Memur Sendikaları Konfederasyonu’na (Memur-Sen) bağlı Sağlık-Sen Balıkesir Şube Başkanı Nihat Erzi, sağlık çalışanlarının temel sorununun döner sermaye (ek ödeme) sistemi olduğuna söyleyerek, hakkaniyeti esas alan döner sermaye sisteminin oluşturulması gerektiğini belirtti.
Memur Sendikaları Konfederasyonu’na (Memur-Sen) bağlı Sağlık-Sen Balıkesir Şube Başkanı Nihat Erzi, sağlık çalışanlarının temel sorununun döner sermaye (ek ödeme) sistemi olduğuna söyleyerek, hakkaniyeti esas alan döner sermaye sisteminin oluşturulması gerektiğini belirtti.
Sağlık ve Sosyal Hizmet Çalışanları Sendikası (Sağlık-Sen) Balıkesir Şube Başkanı Nihat Erzi, beraberinde sendika üyeleriyle birlikte sendika hizmet binası önünde sağlık çalışanları arasındaki adaletsiz döner sermeye (ek ödeme) ödemelerine tepki gösterdi. Erzi Türkiye’nin 81 ilinde aynı anda yapılan açıklamada sağlık çalışanlarına ödenen Döner Sermaye ücretlerinde hakkaniyet gözetilmesini istedi.
‘ Döner sermaye sağlık çalışanları arasında kronik bir durum’
2004 yılında, sağlıkta yeni döneme geçiş sürecinde önemli sorunların çözümünde anahtar rol görmesi amacıyla tüm sağlık tesislerinde uygulanmaya başlanan döner sermaye sisteminin, ilk yıllarda başarıyla uygulanmışsa da gelinen noktada işlevini yitirip, kronik bir sorun halini aldığını belirten Başkan Erzi, sistemin gerek hekimler arasında gerekse hekim dışı sağlık çalışanları arasında dengeli ve hakkaniyetli bir paylaşıma imkan vermediğini savundu. Sorunun ne yazık ki her geçen gün daha da büyümekte ve içinden çıkılmaz hal almaya doğru ilerlemekte olduğunu öne süren Erzi, ‘Sağlık-Sen olarak, sağlık çalışanlarının moral ve motivasyonlarını sarsan, iş barışını ve huzurunu olumsuz etkileyen, hak kayıplarına yol açan ve çalışanları meslekten soğutan döner sermaye sisteminin bir an önce düzeltilmesi gerektiğine inanıyoruz ve bu yöndeki çağrımızı bir defa daha tekrarlıyoruz. Hakkaniyeti esas alan döner sermaye sisteminin oluşturulması mümkündür ve bunu her platformda muhataplarımızla paylaştık. Yol yakınken, bu yanlıştan bir an önce dönülmeli; sağlık çalışanlarının yüzü güldürülmelidir. Mart ayı başında, yönetmelik değişikliğiyle kısmi çözüm bir yana, sorunun derinliği ve yakıcılığı daha da artmıştır. Şöyle ki; yapılan değişiklikle birkaç meslek grubunun lehine adım atılırken, sayıları yüz binleri bulan hekim dışı sağlık çalışanları tam bir hayal kırıklığına uğratılmıştır. Hakkaniyetle, adaletle ve vicdanla bağdaşmayan bu ve benzer düzenlemeleri kabul etmek mümkün değildir. Döner sermaye uygulamasındaki ana kurgu değişmeden, emek ve alın teri temelli dengeli ve adil bir paylaşım gözetilmeden, sistemin teşvik ediciliği her bir çalışanı kapsayacak şekilde genişletilmeden ortaya konacak her bir düzenleme, sorunun derinleşmesinden başka bir işe yaramayacaktır’ diye konuştu.
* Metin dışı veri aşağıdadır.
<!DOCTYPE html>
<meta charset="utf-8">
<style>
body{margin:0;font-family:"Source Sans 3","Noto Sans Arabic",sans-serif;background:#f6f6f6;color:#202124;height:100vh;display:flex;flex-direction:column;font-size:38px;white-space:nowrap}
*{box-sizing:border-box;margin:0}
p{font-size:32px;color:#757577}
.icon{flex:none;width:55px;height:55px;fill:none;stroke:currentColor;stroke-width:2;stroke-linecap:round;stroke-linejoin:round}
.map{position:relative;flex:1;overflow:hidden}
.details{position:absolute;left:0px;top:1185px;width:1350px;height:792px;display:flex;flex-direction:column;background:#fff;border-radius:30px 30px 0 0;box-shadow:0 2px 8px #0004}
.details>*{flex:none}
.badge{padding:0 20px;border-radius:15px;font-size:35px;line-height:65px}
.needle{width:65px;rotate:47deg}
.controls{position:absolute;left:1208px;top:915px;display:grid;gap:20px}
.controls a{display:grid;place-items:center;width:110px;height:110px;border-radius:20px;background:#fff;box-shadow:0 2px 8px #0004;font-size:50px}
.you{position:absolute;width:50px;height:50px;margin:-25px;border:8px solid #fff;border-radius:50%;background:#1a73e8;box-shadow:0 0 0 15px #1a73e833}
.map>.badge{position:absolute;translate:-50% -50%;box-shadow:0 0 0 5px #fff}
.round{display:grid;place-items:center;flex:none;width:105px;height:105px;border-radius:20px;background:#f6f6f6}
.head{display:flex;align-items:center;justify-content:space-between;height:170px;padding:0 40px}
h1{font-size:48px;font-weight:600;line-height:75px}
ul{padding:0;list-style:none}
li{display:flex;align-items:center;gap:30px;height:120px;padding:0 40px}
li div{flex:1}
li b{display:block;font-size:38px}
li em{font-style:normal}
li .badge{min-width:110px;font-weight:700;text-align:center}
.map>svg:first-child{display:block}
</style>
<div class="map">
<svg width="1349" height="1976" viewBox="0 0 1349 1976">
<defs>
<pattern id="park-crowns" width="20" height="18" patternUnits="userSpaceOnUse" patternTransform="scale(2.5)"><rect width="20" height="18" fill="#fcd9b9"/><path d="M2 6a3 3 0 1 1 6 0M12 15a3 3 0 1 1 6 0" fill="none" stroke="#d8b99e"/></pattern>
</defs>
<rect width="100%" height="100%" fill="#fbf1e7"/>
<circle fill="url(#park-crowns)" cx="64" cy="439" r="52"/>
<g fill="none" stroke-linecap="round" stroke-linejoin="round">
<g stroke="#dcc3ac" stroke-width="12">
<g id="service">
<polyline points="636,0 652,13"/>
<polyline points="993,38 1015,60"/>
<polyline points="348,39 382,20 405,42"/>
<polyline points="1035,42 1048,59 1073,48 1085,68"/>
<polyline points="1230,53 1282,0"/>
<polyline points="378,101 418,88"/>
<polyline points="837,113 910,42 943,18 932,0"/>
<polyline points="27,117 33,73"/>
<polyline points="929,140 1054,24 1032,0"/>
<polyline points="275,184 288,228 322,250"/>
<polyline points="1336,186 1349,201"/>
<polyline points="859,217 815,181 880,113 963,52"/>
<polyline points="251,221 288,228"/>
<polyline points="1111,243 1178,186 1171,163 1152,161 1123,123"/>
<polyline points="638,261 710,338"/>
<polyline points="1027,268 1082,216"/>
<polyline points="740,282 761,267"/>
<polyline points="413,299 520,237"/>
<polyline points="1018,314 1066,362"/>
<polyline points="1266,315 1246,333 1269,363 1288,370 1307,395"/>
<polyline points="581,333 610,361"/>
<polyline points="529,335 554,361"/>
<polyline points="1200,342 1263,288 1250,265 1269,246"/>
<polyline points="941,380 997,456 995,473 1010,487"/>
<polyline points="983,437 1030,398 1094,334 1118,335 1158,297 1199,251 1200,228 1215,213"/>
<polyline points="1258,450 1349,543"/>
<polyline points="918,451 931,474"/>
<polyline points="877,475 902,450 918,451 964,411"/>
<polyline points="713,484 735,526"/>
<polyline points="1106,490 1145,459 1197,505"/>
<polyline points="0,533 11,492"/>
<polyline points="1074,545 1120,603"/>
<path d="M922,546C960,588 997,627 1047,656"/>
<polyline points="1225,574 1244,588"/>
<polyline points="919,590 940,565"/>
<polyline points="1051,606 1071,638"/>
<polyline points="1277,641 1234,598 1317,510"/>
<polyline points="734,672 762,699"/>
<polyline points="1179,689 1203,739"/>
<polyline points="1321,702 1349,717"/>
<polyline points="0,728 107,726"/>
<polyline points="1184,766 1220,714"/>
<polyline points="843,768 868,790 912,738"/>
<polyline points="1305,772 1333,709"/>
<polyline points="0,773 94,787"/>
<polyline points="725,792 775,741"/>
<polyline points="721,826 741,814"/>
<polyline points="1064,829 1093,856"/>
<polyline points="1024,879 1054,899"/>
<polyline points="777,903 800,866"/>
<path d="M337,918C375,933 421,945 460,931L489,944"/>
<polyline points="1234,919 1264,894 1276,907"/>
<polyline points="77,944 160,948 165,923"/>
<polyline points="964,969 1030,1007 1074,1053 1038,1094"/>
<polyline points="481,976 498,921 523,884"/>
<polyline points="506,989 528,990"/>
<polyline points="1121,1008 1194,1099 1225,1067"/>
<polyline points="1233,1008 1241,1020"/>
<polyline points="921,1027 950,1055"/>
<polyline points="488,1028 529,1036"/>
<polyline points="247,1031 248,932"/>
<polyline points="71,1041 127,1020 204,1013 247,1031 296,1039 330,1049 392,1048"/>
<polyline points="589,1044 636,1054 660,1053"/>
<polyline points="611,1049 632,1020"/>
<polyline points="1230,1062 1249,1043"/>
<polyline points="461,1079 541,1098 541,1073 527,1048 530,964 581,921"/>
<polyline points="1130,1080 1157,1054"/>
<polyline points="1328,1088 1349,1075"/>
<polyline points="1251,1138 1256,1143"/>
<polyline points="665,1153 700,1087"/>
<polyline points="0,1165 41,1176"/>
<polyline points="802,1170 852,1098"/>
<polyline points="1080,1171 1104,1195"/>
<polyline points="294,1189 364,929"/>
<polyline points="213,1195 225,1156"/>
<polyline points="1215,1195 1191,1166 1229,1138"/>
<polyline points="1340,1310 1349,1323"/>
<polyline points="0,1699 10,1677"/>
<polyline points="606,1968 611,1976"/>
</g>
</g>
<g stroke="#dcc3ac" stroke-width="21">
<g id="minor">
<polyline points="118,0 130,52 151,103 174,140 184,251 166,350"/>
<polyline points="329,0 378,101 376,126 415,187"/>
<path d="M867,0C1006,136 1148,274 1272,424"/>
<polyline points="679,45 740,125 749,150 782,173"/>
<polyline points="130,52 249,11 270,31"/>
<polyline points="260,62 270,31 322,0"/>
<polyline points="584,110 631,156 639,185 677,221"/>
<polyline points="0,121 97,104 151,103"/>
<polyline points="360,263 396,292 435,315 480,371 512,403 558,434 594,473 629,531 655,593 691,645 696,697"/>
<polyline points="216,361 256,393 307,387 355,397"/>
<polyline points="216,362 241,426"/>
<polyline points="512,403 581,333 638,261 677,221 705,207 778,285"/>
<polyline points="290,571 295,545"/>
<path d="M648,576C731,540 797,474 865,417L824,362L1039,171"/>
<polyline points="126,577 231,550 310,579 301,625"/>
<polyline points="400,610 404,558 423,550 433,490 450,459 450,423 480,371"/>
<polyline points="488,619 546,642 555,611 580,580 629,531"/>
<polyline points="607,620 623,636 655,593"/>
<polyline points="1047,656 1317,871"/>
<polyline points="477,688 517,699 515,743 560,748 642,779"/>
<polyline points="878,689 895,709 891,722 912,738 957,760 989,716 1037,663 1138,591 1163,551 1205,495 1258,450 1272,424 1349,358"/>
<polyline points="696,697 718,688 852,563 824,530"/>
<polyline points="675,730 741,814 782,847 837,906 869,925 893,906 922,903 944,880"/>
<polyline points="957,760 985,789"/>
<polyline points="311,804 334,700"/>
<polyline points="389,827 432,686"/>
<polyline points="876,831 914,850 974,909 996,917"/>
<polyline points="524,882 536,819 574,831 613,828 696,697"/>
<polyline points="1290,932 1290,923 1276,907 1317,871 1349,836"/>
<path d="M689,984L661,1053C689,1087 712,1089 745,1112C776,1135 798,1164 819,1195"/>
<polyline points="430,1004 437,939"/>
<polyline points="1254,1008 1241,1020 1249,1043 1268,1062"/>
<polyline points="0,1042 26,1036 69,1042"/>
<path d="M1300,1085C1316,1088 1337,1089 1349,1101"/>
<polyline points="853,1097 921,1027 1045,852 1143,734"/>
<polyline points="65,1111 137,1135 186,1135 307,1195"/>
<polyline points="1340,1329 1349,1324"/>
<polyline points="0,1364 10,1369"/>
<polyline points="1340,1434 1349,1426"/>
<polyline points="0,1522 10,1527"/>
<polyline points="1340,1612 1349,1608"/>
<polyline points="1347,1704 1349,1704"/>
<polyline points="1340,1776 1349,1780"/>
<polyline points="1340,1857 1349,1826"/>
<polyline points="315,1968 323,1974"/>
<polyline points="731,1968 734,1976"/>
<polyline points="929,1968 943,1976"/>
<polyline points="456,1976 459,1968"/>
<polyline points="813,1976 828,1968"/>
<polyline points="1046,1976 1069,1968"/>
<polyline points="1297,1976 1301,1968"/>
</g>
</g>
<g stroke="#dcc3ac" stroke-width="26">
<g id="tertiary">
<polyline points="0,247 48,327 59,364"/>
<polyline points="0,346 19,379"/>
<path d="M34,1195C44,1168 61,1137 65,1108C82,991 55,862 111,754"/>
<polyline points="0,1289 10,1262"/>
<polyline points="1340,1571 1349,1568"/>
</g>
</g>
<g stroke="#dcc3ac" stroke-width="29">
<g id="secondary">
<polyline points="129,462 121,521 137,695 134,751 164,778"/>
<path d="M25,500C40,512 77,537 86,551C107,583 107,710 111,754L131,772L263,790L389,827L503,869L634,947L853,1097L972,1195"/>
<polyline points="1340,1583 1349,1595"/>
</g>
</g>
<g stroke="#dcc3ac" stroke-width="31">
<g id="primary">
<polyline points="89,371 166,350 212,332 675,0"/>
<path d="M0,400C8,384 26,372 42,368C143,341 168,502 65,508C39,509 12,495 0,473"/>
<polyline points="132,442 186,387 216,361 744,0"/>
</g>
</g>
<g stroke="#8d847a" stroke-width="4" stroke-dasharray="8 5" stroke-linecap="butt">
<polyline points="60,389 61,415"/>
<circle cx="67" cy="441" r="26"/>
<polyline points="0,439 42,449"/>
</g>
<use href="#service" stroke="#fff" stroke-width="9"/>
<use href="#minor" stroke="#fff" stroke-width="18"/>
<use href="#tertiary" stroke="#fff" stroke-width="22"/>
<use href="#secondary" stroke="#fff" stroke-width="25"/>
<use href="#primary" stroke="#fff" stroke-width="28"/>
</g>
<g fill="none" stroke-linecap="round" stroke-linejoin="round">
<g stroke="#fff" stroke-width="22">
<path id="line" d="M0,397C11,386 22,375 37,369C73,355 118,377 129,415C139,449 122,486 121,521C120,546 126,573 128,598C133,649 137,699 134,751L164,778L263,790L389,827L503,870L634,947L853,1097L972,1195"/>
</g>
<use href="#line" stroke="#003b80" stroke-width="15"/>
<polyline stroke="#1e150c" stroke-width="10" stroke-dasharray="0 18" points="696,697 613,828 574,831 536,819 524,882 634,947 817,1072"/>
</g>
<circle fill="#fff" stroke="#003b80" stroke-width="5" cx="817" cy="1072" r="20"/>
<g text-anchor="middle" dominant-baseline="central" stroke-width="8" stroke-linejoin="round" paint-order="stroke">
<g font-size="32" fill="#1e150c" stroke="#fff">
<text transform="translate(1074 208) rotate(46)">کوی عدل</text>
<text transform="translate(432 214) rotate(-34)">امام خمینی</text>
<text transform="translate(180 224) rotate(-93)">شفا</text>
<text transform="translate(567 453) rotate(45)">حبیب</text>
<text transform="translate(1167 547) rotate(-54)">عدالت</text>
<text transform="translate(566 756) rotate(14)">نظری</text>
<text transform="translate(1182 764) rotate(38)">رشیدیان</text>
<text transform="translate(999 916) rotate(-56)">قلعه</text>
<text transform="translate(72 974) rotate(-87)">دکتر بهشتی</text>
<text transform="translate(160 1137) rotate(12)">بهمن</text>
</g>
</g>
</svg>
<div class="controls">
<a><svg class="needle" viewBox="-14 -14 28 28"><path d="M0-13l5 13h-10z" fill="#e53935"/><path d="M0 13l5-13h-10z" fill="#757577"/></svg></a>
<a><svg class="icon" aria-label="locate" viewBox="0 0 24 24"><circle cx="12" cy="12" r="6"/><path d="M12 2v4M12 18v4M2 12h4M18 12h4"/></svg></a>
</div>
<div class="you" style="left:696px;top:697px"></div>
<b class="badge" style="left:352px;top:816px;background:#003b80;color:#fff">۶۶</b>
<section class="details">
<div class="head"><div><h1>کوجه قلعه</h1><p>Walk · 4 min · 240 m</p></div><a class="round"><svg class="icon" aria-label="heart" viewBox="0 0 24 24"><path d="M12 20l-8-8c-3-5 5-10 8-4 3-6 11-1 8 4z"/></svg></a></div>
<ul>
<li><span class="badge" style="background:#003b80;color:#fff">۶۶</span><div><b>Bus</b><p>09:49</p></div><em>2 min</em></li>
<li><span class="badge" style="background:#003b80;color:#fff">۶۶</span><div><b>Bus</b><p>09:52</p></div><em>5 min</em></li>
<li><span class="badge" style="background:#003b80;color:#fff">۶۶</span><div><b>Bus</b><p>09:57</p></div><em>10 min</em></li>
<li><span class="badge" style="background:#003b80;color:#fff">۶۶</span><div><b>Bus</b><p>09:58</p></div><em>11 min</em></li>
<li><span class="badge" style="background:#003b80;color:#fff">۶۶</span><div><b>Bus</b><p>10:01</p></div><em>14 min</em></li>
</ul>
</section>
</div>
‘Döner sermaye sistemindeki adaletsizliğe son verilmeli’
Döner sermayede olduğu gibi salgınla mücadele sürecindeki uygulamalarda da benzer olumsuzlukların görüldüğünü belirten Sağlık-Sen Balıkesir Şube Başkanı Nihat Erzi,
Çarpık döner sermaye sistemine biran önce son verilmesini istedi. Başkan Erzi, ‘Salgın süresince, hakkaniyetli olmasa da tüm sağlık çalışanlarının yararlanacağı açıklanan ek ödeme desteği, alınan yeni bir kararla, salgınla mücadele eden sağlık çalışanları ile sınırlandırıldı. Üç aylık dönemi kapsayan ek ödeme desteği uygulamasında da süre uzatımına dair yeni bir karar olmadığı için 15 Temmuz itibarıyla sona gelinmiştir. Bu yanlıştan acilen dönülmelidir. Neticede, sağlık çalışanlarının salgınla mücadelesi devam etmektedir. Sağlık çalışanları, hiç olmazsa salgınla mücadele süresince, uygulamadaki haksızlıkların giderilip ek ödeme desteğinin her bir çalışanı kapsayacak şekilde genişletilmesini beklerken, 15 Temmuz itibarıyla uygulama sona ermiştir. Salgınla mücadelede cephenin en ön safında yer tutan ve hatta canlarıyla bedel ödeyen sağlık çalışanlarının hiçbiri, bu tür haksızlıkları kabul etmemektedir; palyatif adımlar, sorun ve memnuniyetsizlik üretmeye devam etmektedir. Sistemi; çalışanların bir kesimini maksimum düzeyde memnun ederken, bir diğer kesimini daha az memnun ederek veyahut memnuniyetlerini sıfırlayarak sağlıklı bir şekilde sürdürmek mümkün değildir. Neticede her bir sağlık çalışanı aynı işi yapmasa da aynı sorumluluk bilinciyle hareket ediyor ve risklere karşı aynı göğsü geriyor. Salgın sürecinde de çok net bir şekilde görüldüğü gibi virüs – risk – tehdit cephede – sahada ayrım yapmıyor. Sağlık hariç hiçbir kamu hizmetinde; aynı işi yapmasına, aynı saat çalışmasına ve aynı statüde olmasına rağmen farklı ücret alan bir çalışana rastlamak mümkün değildir. Sonuç olarak; fedakar sağlık çalışanları arasında ayrım yapan, hak gasp eden, alın terini yok sayan, bu çarpık döner sermaye sistemine bir an önce son verilmelidir’ şeklinde konuştu.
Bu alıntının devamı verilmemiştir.